There are many basis and references when choosing and purchasing a suit, right? It’s better to be tired of finding a good quality and a well- made suit in stores than to buy a cheap and not durable. Here are some examples and basis to choose and purchase a durable and comfortable suit.

1. Fully canvassed

A canvas layer in a suit jacket essentially acts as middle structural layer between the outer jacket and the lining. This differs from cheaper and fused jackets where the two layers are simply glued together. A fully canvassed jacket fits your shape much better than a fused jacket, and is a classic sign of a well-made and good quality of suit. To check if your suit is canvassed, gently pinch the fabric between the buttonholes. If you feel three layers, it’s fully canvassed. Depending on the thickness of the fabric, it can be difficult to feel the layers of the suit. If that’s the case, then ask the tailors whether the suit is fused or canvassed.

2. Fit:Shoulders

The fit of your shoulders is very important when making, buying or choosing a suit. This will tell if a person is comfortable or not. If your suit is a good fit to your shoulders then it will lie perfectly flat along your shoulders that won’t look loose or pinched. If you’re going to tailor or purchase a suit, fit it perfectly to have a great and well- fitted suit outcome.

3. Fit: Lapel

One of the most important factors that will guide you to choose is the fit of suit’s Lapel. To test if your suit is well made, try to do up one button. If you see a distinctive X shape bulging outward, it’s a sign that you’re suit is not fitted well.  Another tip to know if it’s well- made, lapel should roll gently and not pressed into sharp folds.

4. Fit: Collar

The collar must be supported by a good lining to hold the shape. A well- made collar of a suit is smooth and has no folds or brunches.

5. Fabric quality

A suit is being purchased or chosen because of its high quality fabric. Always remember, the label of your suit matters. Somehow, it would be difficult to determine the quality of a suit material unless you’re an expert in this field. You can also ask your tailor what type of fabric you’ll purchase to have a good quality of fabric.
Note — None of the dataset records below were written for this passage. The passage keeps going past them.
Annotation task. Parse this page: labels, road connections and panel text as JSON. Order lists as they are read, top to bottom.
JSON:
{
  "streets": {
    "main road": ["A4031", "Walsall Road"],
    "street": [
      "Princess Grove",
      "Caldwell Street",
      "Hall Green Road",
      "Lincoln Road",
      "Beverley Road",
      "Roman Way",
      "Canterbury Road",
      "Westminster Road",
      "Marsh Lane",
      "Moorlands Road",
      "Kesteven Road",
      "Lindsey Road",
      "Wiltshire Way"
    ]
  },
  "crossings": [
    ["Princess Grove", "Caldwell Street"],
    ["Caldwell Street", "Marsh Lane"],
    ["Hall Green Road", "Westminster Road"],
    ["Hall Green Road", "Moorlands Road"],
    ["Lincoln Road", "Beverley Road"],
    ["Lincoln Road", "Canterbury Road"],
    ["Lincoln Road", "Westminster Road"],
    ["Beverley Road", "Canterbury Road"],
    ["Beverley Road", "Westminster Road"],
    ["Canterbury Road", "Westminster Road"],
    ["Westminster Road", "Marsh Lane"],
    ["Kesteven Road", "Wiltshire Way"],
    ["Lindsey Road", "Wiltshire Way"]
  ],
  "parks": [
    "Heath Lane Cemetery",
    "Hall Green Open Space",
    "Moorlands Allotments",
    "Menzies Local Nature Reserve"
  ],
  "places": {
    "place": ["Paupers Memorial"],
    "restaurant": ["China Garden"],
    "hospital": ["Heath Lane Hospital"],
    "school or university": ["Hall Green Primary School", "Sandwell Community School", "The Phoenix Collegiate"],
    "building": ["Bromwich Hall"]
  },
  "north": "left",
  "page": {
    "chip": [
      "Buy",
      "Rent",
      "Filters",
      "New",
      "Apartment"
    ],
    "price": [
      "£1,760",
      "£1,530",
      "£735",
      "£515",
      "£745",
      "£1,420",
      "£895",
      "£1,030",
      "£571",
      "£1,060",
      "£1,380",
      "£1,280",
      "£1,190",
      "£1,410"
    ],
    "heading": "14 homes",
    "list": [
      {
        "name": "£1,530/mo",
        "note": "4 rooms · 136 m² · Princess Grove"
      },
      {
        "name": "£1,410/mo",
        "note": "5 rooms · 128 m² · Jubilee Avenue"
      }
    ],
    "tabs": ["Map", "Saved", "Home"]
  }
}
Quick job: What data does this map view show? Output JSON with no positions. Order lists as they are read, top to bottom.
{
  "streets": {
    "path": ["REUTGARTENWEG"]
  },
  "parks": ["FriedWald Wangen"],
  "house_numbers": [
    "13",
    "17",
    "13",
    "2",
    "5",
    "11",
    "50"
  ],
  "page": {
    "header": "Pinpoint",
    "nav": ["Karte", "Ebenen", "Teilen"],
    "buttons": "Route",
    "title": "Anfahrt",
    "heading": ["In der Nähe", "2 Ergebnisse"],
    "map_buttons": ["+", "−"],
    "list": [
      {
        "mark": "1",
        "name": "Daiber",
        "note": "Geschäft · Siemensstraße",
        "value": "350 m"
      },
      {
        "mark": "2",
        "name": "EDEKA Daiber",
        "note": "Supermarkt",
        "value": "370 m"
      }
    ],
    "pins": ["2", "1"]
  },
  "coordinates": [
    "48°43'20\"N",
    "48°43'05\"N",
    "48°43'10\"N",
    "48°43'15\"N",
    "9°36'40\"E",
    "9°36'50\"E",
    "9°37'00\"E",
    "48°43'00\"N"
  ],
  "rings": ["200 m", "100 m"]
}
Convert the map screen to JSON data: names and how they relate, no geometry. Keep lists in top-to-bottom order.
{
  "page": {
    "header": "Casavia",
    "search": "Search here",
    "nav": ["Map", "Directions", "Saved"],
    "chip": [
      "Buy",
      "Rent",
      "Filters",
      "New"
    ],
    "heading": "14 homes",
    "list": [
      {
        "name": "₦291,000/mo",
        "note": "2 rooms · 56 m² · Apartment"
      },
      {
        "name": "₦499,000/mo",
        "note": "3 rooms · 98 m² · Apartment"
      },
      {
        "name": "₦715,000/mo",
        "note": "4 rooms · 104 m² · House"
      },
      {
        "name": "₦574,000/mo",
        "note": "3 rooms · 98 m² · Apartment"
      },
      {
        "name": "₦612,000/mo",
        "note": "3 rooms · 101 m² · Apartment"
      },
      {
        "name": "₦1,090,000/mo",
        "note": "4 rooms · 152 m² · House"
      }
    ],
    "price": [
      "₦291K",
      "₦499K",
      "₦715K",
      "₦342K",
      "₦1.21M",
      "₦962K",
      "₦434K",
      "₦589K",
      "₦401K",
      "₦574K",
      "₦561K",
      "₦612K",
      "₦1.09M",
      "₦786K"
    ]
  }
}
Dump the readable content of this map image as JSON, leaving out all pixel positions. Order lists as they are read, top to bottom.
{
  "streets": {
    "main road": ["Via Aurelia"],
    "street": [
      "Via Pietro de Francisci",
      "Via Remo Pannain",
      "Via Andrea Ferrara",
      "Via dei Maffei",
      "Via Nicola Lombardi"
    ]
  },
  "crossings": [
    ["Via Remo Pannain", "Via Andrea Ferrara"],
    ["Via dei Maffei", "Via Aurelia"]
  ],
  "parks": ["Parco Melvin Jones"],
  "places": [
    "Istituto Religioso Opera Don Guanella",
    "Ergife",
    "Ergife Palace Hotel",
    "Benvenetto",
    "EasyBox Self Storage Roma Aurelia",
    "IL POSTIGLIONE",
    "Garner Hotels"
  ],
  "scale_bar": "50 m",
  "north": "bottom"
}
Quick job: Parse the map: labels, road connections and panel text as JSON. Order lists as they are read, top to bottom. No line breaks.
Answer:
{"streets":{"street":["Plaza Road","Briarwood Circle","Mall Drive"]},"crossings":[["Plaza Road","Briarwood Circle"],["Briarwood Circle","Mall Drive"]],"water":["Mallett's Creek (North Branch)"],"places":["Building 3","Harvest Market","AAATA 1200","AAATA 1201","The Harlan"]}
6. High quality lining extends throughout

When purchasing a suit, you must have to check the lining that is present throughout the suit. The pocket area must have a great silk lining. The lining throughout the trousers must have a high quality for it will be one of the basis to tell you if the suit is well made or not.

7. Hand stitching

One of the best well- made suits are hand stitched by tailors. It is also expensive when it comes to tailoring because our suits or any kind of garment are well- made, more effort and time are being spent. Hand stitched is more durable and fit than those with machine stitched. Try to check it out!

8.Good finish

A well- made suit is literally a good fit for you. It doesn’t have bumps on the shoulder area. X figure bulging outward is not seen when you button up your suit. The collar is supported by a good lining and the lining is supported through out the suit. All of these are your basis to tell, purchase and choose a well- made suit.

Use the above guides to help you choose a suit that will fit for you and have a good and durable one. Have a great suit to be more decent and looking good all the time.